Yannis Boutaris the mayor of Thessaloniki described the closure of the institute as a “major loss” noting that this decision takes something away from Thessaloniki’s multicultural profile. Yannis Mylopoulos, the rector of Aristotle University stated that “Thessaloniki’s cultural scene has become poorer and the Aristotle University has lost a significant partner. It’s sad. The institute was a lively cultural hub in the city.”
The Italian Cultural Institute was established in 1963, in the northern port of Thessaloniki. It helped bring together the Greek and Italian culture and offered a passport to the Greek students who wanted to study in Italy.
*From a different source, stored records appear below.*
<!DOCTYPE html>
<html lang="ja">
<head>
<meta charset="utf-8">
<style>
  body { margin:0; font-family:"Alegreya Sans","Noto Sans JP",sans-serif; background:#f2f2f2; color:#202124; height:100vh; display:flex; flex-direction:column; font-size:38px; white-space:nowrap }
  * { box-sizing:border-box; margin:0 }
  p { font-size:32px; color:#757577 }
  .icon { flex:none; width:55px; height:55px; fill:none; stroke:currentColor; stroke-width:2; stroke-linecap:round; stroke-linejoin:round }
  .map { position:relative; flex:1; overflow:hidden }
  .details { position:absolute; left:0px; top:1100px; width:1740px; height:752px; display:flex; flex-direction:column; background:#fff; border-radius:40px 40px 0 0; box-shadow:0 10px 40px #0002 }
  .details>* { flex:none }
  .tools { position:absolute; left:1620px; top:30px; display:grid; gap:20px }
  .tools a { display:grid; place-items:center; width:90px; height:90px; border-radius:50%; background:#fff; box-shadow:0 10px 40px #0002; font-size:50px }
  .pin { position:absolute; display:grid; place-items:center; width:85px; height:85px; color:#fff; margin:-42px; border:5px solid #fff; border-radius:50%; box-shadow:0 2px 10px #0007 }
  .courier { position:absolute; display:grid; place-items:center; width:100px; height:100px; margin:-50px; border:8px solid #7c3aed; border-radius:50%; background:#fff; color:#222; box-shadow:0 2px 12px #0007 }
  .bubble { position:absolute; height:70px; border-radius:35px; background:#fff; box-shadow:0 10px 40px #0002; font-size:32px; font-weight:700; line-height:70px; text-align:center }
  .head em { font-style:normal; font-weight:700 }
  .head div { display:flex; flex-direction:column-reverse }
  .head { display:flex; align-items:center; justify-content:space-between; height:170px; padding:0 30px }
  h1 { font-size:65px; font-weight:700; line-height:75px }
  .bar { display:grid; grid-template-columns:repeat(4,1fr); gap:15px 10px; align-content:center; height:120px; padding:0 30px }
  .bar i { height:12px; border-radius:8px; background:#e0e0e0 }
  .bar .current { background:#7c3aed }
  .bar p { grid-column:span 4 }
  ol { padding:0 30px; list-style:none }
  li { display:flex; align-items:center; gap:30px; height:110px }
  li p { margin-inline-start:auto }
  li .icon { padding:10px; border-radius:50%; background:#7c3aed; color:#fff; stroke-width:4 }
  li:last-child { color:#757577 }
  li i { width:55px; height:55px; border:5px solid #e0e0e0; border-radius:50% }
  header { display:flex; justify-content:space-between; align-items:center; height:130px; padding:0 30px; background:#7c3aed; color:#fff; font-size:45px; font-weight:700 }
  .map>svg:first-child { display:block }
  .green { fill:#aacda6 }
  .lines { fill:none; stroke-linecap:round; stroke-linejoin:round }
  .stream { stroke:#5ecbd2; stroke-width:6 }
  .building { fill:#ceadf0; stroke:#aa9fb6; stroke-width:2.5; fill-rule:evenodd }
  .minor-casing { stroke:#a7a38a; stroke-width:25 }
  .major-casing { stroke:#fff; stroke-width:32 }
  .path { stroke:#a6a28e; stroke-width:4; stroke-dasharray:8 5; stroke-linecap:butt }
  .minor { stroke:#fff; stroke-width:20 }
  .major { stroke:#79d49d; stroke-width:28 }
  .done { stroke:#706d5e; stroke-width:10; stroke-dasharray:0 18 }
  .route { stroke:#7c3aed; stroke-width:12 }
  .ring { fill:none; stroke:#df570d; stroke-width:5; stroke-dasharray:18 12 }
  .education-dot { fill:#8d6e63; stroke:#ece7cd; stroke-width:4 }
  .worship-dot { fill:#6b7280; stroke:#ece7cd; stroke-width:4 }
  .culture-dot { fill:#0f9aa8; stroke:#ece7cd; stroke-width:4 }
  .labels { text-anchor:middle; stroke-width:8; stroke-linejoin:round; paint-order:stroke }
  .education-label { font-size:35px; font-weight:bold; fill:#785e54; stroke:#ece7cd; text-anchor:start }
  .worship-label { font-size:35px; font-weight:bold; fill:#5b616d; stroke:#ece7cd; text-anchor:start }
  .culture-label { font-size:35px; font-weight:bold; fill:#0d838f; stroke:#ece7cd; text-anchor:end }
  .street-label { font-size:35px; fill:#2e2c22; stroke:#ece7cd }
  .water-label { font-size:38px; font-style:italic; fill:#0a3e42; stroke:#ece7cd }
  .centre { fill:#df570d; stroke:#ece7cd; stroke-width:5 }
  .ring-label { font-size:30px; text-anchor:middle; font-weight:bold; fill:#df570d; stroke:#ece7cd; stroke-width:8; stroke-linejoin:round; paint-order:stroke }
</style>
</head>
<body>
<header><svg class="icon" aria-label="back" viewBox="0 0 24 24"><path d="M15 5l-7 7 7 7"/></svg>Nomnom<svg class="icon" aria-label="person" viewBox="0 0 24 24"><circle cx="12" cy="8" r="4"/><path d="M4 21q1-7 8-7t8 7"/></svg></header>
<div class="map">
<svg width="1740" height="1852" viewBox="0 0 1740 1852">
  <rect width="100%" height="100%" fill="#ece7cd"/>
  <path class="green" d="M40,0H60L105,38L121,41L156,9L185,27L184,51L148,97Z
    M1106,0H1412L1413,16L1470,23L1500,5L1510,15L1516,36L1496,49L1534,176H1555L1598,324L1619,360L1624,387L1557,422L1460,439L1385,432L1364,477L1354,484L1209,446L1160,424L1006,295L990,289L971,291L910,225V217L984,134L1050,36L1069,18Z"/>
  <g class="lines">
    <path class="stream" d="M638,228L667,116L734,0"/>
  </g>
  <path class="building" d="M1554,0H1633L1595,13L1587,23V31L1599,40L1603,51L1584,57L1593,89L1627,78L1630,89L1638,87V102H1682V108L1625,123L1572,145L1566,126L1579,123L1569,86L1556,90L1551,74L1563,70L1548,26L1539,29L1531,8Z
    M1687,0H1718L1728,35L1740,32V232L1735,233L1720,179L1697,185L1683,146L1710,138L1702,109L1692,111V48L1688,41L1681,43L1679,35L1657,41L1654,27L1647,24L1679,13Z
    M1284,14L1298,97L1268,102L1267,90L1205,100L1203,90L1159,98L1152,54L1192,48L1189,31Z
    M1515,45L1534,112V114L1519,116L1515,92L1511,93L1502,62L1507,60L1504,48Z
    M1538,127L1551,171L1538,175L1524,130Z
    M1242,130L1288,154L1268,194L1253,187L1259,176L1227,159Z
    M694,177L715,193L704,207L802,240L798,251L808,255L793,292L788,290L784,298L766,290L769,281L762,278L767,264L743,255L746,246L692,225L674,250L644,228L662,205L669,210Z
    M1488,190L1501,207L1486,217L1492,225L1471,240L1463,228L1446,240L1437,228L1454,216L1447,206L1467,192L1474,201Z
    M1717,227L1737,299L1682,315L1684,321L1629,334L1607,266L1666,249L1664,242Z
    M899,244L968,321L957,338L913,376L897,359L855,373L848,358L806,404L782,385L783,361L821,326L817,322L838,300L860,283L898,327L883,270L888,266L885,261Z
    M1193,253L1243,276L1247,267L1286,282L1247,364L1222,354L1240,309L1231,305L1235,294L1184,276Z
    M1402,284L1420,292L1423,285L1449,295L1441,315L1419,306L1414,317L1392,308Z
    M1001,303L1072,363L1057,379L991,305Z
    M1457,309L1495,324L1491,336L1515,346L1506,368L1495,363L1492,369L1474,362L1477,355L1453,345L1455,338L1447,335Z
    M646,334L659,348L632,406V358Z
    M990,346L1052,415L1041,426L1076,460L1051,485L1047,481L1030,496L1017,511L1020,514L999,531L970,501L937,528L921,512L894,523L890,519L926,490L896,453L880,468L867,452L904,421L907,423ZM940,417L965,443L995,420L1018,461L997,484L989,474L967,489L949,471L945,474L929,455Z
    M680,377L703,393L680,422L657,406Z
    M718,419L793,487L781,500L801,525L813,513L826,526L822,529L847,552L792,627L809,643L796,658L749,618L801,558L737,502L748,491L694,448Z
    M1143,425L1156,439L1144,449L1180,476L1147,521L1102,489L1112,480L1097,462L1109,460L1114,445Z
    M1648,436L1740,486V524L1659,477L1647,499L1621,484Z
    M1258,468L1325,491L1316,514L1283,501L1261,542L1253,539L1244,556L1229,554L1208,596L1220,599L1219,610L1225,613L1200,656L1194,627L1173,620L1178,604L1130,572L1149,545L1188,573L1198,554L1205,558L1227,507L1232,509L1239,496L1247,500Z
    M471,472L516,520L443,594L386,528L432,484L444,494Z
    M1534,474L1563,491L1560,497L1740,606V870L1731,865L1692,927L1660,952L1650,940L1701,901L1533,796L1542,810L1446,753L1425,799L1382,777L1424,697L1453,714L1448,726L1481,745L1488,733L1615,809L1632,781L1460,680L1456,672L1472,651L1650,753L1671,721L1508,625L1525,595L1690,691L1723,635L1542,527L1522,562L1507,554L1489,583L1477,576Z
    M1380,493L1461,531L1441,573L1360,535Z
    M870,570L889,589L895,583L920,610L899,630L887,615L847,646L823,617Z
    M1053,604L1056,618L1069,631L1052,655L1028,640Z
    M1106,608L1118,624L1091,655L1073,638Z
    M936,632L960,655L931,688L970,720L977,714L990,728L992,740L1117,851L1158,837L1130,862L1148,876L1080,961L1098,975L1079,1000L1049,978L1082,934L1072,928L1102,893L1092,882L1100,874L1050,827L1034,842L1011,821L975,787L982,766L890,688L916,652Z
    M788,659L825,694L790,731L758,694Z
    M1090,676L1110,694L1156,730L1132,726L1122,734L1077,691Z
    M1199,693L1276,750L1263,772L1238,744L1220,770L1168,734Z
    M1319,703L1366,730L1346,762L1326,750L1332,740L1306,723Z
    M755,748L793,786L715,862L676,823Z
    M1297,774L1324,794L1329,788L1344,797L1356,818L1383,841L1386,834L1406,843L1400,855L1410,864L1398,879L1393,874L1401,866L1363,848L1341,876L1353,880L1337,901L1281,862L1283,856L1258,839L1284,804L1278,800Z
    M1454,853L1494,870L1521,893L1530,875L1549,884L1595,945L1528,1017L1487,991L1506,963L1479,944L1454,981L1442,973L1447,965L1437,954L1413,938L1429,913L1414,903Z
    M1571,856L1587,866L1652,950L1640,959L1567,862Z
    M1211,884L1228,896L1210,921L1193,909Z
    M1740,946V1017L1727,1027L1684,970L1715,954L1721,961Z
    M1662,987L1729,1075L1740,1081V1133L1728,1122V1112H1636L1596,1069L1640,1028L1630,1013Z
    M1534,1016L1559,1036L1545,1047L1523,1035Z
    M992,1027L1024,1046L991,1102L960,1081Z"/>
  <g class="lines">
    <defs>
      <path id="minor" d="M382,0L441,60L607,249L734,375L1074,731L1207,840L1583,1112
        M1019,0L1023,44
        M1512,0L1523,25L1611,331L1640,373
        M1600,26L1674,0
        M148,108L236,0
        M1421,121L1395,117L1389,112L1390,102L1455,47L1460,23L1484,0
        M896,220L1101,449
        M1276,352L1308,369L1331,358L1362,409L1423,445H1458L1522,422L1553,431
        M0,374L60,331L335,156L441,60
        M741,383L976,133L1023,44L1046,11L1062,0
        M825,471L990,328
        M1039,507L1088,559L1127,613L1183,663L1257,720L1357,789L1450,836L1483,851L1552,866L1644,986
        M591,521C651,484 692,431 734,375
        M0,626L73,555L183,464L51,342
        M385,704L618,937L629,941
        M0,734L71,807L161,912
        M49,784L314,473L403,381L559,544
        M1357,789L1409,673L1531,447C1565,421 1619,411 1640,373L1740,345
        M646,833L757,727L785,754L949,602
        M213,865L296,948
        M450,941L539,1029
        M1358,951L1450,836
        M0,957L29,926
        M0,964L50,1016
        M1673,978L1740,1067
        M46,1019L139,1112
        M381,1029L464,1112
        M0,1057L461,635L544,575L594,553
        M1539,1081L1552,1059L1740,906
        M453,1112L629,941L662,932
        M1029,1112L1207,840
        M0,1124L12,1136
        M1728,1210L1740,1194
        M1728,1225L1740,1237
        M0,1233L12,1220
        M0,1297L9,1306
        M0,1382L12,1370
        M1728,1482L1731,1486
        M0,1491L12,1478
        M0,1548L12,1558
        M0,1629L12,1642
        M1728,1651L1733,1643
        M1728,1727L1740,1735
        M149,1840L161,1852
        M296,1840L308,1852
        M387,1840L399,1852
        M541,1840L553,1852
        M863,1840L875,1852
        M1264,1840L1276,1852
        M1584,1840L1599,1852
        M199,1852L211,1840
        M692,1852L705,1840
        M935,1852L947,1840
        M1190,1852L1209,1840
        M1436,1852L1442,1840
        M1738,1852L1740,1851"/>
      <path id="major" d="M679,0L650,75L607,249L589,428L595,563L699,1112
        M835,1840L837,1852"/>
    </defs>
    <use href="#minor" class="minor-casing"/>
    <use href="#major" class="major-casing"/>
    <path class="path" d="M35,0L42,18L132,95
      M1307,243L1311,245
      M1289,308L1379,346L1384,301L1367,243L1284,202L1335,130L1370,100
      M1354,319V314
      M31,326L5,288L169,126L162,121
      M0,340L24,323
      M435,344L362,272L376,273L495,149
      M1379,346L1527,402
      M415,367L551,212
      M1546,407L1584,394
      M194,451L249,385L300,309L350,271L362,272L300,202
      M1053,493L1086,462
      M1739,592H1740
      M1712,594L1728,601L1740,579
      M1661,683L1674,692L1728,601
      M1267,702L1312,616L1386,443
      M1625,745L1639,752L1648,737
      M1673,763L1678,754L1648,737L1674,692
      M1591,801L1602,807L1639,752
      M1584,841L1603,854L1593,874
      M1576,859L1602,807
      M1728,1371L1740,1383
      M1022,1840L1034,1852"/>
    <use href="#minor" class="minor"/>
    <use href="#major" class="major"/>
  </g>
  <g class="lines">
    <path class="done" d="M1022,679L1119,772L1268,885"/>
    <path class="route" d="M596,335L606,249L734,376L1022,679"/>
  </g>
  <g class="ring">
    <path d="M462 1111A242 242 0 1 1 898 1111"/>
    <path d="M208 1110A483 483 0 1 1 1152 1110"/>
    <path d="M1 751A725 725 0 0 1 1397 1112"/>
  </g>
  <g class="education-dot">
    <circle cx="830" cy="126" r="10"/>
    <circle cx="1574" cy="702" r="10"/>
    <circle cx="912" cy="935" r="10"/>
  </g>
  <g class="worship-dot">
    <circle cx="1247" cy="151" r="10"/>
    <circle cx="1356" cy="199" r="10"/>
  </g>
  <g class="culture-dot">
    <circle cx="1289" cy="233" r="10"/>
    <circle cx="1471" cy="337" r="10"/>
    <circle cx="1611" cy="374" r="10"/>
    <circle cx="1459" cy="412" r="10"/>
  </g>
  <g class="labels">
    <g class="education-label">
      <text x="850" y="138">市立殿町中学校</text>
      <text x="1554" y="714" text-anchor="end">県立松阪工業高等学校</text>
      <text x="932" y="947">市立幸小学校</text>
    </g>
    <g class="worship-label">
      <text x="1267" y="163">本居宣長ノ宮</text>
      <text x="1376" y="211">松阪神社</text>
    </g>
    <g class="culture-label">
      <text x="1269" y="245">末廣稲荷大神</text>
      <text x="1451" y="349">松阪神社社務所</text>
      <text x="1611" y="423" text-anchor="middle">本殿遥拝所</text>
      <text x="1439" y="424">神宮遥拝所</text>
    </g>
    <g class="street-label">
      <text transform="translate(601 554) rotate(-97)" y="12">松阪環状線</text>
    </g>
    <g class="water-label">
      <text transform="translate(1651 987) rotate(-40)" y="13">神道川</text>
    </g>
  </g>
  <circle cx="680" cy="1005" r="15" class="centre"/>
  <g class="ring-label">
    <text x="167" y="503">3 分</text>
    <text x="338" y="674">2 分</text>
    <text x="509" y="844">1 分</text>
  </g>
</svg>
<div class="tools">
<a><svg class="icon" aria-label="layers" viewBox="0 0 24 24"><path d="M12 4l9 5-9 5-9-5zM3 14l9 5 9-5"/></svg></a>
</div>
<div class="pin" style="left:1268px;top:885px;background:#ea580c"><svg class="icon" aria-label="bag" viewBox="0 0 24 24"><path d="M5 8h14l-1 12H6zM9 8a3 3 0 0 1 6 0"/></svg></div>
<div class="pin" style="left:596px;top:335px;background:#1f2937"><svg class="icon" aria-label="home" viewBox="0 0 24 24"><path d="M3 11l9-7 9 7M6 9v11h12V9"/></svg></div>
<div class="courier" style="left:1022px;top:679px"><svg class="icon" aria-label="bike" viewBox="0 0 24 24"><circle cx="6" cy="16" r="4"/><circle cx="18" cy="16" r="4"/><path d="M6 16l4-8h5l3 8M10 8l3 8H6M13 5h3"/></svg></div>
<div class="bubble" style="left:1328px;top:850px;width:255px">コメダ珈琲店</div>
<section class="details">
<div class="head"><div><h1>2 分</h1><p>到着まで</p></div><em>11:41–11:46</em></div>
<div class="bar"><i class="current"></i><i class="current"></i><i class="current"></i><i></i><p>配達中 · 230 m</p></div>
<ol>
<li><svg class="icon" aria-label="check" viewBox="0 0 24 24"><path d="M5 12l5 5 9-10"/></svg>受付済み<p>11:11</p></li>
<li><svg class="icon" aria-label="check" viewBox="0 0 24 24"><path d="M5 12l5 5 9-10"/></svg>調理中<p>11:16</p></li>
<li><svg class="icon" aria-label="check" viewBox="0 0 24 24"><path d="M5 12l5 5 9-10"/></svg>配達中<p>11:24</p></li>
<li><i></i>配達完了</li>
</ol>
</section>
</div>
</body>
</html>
In recent years, apart from Italian language courses, the institute organized cultural events, exhibitions, concerts, conferences in collaboration with Greek and Italian organizations.
The Greek writer Thodoros Ioannidis, a close friend of Umberto Eco, was a student and professor at the institute. He reported that during the dictatorship in the 1970s, thousands of young people went there to learn the language so that they could study in Italy.
Recently, before the Italian government announced its closure, the Italian institute hosted a ceremony where school certificates were awarded to the relatives of Jewish children who studied in Italian schools before they died in the Holocaust.